- Problem requirements
What is the number of lines in the entries that contain the word "compass"? Answer with that figure alone.

- Data supplied
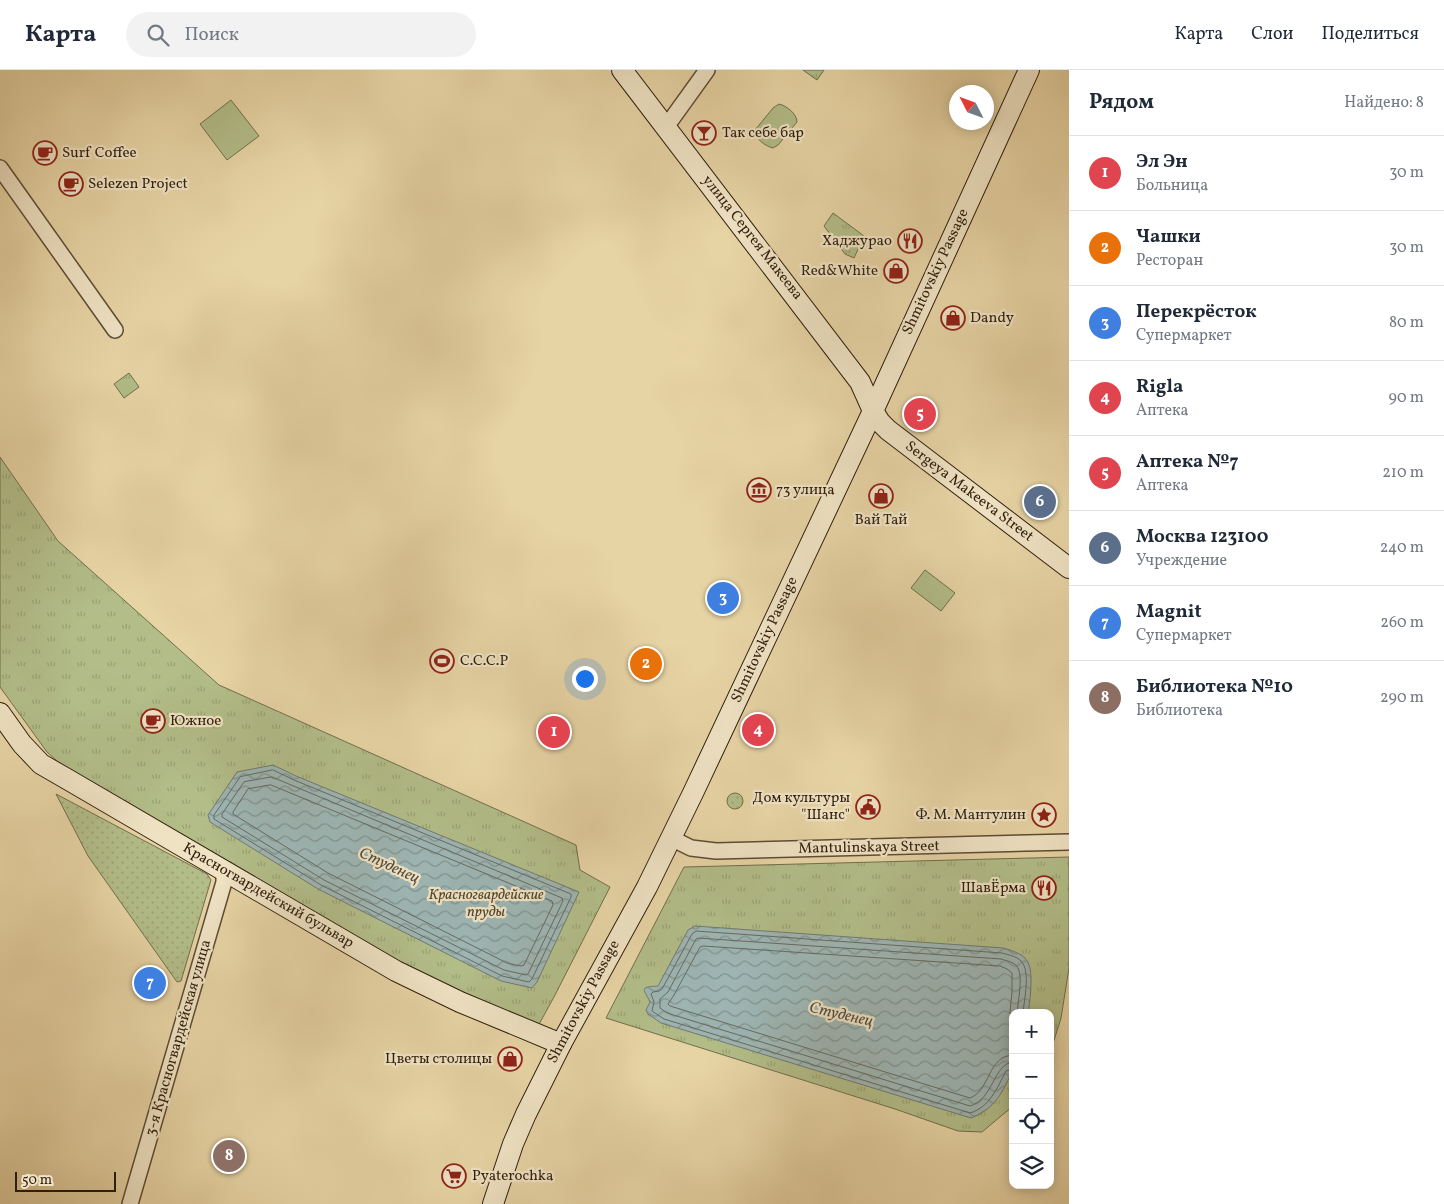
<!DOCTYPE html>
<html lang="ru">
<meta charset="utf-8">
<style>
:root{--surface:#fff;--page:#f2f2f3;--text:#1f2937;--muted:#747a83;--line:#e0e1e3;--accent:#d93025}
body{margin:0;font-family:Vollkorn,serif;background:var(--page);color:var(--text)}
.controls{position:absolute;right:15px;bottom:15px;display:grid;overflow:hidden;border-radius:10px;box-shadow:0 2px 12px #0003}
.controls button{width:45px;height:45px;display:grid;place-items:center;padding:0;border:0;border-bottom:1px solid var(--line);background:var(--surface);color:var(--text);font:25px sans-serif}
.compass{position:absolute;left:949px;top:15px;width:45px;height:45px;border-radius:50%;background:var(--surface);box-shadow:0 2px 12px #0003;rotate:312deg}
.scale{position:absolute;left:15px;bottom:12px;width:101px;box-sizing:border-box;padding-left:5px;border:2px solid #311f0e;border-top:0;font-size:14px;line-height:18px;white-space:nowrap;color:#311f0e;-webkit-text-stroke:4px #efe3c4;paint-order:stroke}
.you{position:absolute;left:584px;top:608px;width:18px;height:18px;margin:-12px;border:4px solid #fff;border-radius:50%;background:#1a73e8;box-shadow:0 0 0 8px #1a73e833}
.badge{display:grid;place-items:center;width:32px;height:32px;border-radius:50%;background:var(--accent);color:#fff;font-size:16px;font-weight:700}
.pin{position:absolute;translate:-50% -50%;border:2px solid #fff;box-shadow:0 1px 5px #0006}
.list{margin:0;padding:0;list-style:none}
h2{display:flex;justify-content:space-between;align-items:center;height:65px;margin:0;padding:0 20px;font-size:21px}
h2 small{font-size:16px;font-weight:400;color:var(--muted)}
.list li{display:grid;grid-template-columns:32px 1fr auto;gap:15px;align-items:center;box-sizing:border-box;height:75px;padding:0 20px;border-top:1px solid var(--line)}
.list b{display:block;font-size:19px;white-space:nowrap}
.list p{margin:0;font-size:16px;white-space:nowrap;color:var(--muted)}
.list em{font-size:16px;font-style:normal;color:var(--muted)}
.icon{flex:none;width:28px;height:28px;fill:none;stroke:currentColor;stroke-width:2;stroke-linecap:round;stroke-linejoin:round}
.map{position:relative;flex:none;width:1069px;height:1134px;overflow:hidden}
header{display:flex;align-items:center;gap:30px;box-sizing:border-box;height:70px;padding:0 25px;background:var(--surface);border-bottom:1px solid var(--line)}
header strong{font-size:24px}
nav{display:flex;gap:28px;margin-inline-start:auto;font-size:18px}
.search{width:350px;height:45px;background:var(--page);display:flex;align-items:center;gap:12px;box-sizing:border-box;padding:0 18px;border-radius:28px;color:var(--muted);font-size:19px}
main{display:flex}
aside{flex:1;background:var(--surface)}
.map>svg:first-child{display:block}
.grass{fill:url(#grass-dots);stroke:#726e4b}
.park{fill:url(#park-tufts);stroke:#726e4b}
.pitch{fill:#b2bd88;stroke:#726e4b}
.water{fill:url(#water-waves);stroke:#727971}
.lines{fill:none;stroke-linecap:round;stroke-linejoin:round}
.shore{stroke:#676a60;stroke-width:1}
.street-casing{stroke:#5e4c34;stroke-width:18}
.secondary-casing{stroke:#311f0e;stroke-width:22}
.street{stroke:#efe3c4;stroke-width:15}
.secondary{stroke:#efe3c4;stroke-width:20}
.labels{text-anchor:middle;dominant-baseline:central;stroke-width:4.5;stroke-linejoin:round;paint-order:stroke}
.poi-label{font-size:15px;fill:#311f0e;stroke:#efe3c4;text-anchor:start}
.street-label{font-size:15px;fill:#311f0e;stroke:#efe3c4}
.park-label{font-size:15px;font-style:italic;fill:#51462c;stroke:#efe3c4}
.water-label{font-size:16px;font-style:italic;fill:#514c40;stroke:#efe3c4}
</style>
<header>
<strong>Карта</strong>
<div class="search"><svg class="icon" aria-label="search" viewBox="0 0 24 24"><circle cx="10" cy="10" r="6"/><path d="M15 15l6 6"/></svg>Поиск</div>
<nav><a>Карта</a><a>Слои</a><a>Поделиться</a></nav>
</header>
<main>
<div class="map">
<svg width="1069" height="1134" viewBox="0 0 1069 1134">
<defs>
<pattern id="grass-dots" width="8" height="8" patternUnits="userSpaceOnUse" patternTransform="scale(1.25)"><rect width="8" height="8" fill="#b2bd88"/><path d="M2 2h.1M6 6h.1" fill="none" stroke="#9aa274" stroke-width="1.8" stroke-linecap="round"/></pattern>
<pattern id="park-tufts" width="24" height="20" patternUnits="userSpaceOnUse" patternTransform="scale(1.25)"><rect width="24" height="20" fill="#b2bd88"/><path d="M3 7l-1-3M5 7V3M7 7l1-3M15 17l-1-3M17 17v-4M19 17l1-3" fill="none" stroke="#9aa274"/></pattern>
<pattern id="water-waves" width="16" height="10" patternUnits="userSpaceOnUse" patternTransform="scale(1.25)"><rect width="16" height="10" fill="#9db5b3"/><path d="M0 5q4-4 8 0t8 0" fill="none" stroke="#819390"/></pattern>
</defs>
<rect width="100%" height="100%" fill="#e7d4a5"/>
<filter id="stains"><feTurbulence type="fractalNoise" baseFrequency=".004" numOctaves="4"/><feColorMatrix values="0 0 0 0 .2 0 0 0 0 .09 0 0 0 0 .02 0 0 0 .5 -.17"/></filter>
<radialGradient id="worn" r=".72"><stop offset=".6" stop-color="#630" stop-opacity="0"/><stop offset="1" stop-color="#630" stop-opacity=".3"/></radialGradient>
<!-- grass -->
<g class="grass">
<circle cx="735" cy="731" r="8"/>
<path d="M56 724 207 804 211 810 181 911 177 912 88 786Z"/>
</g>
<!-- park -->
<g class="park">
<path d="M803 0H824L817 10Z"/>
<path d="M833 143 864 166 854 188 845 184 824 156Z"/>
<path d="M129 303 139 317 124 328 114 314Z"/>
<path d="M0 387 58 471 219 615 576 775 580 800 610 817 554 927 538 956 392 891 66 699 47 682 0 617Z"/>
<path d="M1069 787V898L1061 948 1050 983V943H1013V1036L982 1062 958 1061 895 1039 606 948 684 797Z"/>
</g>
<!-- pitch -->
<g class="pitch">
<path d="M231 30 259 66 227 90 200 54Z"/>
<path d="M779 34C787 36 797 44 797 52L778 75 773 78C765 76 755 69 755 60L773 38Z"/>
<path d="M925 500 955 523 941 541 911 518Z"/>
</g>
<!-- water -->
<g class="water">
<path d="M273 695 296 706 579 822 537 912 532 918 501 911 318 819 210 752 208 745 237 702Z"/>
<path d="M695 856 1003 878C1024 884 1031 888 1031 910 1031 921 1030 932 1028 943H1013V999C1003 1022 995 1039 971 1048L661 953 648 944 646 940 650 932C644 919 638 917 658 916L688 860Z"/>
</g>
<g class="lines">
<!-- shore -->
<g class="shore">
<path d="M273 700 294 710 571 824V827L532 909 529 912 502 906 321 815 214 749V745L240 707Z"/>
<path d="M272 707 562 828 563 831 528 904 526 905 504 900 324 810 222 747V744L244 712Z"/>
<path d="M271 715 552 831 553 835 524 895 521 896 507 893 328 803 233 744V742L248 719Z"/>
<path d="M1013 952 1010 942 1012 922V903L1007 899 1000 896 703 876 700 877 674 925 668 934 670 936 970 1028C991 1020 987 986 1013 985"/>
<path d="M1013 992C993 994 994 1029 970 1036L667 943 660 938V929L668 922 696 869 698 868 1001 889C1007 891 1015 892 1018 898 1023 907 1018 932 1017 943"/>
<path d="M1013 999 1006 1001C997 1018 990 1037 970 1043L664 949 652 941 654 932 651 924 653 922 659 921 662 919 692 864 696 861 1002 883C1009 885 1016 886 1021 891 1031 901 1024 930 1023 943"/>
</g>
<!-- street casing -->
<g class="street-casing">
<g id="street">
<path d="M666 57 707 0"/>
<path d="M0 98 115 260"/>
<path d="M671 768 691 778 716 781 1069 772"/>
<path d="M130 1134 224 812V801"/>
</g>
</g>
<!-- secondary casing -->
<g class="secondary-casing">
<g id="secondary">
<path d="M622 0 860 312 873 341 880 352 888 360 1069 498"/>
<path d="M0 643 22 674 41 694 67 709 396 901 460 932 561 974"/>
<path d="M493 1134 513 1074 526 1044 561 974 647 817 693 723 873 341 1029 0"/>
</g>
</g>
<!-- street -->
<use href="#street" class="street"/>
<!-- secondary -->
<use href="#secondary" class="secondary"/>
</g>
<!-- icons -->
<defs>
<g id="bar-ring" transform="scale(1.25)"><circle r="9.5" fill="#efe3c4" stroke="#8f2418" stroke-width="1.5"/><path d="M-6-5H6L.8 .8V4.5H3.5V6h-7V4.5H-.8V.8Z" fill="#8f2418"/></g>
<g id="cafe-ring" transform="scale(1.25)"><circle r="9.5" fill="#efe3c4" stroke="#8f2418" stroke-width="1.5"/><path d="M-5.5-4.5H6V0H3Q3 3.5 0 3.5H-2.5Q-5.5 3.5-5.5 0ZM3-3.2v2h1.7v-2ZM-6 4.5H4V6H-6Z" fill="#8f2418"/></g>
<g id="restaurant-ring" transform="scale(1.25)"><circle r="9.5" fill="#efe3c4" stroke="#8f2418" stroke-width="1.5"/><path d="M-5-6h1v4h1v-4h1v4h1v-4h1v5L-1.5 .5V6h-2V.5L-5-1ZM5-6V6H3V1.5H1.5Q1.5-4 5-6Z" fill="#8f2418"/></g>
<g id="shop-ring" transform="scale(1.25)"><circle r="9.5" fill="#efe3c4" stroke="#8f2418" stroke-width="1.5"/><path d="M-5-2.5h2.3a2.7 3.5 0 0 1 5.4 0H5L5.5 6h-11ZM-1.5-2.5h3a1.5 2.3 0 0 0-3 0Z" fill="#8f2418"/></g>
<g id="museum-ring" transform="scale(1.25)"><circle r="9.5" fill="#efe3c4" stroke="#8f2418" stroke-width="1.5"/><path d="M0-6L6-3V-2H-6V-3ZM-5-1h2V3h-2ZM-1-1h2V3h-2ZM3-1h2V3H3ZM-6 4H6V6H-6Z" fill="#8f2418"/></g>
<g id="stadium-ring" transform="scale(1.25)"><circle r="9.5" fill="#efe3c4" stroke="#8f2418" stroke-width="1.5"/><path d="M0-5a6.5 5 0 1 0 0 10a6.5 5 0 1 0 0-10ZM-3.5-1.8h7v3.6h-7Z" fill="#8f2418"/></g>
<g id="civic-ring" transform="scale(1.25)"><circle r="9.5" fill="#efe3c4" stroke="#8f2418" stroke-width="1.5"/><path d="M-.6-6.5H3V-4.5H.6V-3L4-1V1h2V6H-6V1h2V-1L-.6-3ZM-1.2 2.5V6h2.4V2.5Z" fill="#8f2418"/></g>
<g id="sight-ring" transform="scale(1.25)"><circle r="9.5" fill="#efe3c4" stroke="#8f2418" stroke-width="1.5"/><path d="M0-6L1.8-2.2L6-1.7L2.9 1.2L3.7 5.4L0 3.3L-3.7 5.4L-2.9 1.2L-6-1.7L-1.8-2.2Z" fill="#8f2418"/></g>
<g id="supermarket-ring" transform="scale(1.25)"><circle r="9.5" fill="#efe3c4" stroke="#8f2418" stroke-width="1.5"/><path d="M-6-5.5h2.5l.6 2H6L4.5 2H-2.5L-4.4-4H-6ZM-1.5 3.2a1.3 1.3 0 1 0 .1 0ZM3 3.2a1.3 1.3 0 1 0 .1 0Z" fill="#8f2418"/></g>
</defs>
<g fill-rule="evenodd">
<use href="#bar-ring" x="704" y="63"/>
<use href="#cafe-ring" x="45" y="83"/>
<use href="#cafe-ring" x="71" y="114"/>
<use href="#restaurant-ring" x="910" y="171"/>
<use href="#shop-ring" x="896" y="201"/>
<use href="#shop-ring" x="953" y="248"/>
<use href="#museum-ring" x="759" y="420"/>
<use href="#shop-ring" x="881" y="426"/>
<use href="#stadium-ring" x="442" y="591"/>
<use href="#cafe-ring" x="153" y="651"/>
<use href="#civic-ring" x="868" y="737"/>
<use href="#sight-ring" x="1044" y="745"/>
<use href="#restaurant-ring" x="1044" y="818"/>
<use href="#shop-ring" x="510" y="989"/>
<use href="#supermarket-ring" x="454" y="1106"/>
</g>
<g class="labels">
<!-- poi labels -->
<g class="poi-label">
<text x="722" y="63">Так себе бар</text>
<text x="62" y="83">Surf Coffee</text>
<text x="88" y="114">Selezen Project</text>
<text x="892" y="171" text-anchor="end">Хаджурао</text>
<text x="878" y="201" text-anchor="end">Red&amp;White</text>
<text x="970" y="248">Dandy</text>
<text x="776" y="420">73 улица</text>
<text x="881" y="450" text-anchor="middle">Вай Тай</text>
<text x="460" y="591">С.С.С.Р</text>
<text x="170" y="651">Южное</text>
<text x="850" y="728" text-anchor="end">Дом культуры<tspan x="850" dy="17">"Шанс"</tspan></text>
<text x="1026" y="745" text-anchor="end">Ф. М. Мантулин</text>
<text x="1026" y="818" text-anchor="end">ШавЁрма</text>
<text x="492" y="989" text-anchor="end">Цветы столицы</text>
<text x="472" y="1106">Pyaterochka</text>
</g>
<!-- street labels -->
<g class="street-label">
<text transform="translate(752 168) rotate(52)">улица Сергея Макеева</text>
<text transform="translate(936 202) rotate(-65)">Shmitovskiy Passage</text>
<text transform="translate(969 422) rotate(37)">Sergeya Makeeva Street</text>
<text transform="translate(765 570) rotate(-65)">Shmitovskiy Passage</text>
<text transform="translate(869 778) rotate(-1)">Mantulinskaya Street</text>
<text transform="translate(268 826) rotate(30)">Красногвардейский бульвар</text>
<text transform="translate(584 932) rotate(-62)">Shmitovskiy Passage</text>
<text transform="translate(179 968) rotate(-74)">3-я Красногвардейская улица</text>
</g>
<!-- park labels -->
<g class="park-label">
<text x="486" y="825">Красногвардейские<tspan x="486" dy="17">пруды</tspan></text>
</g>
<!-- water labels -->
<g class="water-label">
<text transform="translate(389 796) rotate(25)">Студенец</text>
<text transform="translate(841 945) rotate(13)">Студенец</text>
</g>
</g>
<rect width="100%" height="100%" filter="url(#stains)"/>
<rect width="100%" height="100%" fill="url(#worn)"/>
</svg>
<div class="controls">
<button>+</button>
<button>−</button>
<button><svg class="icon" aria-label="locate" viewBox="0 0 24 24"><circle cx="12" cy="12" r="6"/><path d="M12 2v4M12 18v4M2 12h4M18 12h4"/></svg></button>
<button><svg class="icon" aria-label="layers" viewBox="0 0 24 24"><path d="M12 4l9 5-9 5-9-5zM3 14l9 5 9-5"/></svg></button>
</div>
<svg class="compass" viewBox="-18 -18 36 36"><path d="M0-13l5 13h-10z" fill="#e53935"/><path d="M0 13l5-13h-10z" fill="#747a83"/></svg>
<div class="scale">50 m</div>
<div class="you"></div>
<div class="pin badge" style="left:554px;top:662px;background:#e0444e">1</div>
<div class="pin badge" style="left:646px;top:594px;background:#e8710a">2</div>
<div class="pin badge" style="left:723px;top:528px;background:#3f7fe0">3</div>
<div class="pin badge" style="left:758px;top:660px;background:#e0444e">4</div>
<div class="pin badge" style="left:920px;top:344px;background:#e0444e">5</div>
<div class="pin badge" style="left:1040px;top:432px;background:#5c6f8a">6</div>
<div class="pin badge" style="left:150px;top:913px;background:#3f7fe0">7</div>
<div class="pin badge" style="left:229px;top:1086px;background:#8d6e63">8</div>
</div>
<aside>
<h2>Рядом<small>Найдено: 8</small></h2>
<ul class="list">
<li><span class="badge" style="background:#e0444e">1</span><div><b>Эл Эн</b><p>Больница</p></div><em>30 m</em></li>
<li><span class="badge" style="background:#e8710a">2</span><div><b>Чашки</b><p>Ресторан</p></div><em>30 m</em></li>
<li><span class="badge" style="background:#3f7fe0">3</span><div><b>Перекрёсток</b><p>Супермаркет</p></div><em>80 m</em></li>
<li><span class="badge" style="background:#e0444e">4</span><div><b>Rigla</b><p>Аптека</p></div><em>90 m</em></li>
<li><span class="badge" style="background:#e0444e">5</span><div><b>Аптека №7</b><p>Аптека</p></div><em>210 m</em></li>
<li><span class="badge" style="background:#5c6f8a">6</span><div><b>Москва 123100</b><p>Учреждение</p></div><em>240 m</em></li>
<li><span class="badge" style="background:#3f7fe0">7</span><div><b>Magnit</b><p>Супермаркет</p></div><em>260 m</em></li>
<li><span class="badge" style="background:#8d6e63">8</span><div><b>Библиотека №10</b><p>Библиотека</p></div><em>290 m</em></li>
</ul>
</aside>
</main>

- Problem solution
2